Task details: Once you have read the listing, write it all out exactly.

─── Data under study ───

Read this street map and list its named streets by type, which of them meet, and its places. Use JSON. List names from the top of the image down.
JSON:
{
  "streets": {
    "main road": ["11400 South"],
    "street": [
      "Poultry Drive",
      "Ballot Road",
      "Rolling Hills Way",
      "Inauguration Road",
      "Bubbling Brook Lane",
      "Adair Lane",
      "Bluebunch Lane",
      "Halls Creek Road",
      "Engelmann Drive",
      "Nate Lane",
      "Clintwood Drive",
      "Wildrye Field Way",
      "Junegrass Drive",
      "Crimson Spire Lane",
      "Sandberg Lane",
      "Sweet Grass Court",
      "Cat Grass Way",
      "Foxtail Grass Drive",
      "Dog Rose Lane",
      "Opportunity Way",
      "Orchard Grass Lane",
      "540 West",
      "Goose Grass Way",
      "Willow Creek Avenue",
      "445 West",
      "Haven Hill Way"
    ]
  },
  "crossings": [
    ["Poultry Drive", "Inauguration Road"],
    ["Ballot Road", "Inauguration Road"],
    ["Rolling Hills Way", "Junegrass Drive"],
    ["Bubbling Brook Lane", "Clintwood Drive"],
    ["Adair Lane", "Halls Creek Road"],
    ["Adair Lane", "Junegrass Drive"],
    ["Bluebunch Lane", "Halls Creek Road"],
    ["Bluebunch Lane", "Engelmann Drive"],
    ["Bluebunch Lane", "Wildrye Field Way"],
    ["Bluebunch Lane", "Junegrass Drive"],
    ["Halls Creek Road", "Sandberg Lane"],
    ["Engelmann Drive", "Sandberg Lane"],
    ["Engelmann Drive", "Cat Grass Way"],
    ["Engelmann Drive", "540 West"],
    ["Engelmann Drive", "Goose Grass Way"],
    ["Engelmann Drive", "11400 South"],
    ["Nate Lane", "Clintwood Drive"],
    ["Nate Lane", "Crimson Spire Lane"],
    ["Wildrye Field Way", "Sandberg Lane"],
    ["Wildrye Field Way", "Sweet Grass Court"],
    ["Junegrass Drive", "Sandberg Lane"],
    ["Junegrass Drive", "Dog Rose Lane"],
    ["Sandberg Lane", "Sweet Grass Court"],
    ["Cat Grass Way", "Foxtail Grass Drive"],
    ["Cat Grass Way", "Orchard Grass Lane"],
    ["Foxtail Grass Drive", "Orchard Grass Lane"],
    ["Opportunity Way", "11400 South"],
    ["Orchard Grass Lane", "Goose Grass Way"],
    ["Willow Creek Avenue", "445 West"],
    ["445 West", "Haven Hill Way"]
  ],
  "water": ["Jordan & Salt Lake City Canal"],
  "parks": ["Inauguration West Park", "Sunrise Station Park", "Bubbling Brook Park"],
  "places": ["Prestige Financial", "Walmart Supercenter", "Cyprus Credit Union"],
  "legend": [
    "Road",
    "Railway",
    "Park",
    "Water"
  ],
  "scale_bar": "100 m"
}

───

Your solution:
Read this street map and list its named streets by type, which of them meet, and its places. Use JSON. List names from the top of the image down.
JSON:
{
  "streets": {
    "main road": ["11400 South"],
    "street": [
      "Poultry Drive",
      "Ballot Road",
      "Rolling Hills Way",
      "Inauguration Road",
      "Bubbling Brook Lane",
      "Adair Lane",
      "Bluebunch Lane",
      "Halls Creek Road",
      "Engelmann Drive",
      "Nate Lane",
      "Clintwood Drive",
      "Wildrye Field Way",
      "Junegrass Drive",
      "Crimson Spire Lane",
      "Sandberg Lane",
      "Sweet Grass Court",
      "Cat Grass Way",
      "Foxtail Grass Drive",
      "Dog Rose Lane",
      "Opportunity Way",
      "Orchard Grass Lane",
      "540 West",
      "Goose Grass Way",
      "Willow Creek Avenue",
      "445 West",
      "Haven Hill Way"
    ]
  },
  "crossings": [
    ["Poultry Drive", "Inauguration Road"],
    ["Ballot Road", "Inauguration Road"],
    ["Rolling Hills Way", "Junegrass Drive"],
    ["Bubbling Brook Lane", "Clintwood Drive"],
    ["Adair Lane", "Halls Creek Road"],
    ["Adair Lane", "Junegrass Drive"],
    ["Bluebunch Lane", "Halls Creek Road"],
    ["Bluebunch Lane", "Engelmann Drive"],
    ["Bluebunch Lane", "Wildrye Field Way"],
    ["Bluebunch Lane", "Junegrass Drive"],
    ["Halls Creek Road", "Sandberg Lane"],
    ["Engelmann Drive", "Sandberg Lane"],
    ["Engelmann Drive", "Cat Grass Way"],
    ["Engelmann Drive", "540 West"],
    ["Engelmann Drive", "Goose Grass Way"],
    ["Engelmann Drive", "11400 South"],
    ["Nate Lane", "Clintwood Drive"],
    ["Nate Lane", "Crimson Spire Lane"],
    ["Wildrye Field Way", "Sandberg Lane"],
    ["Wildrye Field Way", "Sweet Grass Court"],
    ["Junegrass Drive", "Sandberg Lane"],
    ["Junegrass Drive", "Dog Rose Lane"],
    ["Sandberg Lane", "Sweet Grass Court"],
    ["Cat Grass Way", "Foxtail Grass Drive"],
    ["Cat Grass Way", "Orchard Grass Lane"],
    ["Foxtail Grass Drive", "Orchard Grass Lane"],
    ["Opportunity Way", "11400 South"],
    ["Orchard Grass Lane", "Goose Grass Way"],
    ["Willow Creek Avenue", "445 West"],
    ["445 West", "Haven Hill Way"]
  ],
  "water": ["Jordan & Salt Lake City Canal"],
  "parks": ["Inauguration West Park", "Sunrise Station Park", "Bubbling Brook Park"],
  "places": ["Prestige Financial", "Walmart Supercenter", "Cyprus Credit Union"],
  "legend": [
    "Road",
    "Railway",
    "Park",
    "Water"
  ],
  "scale_bar": "100 m"
}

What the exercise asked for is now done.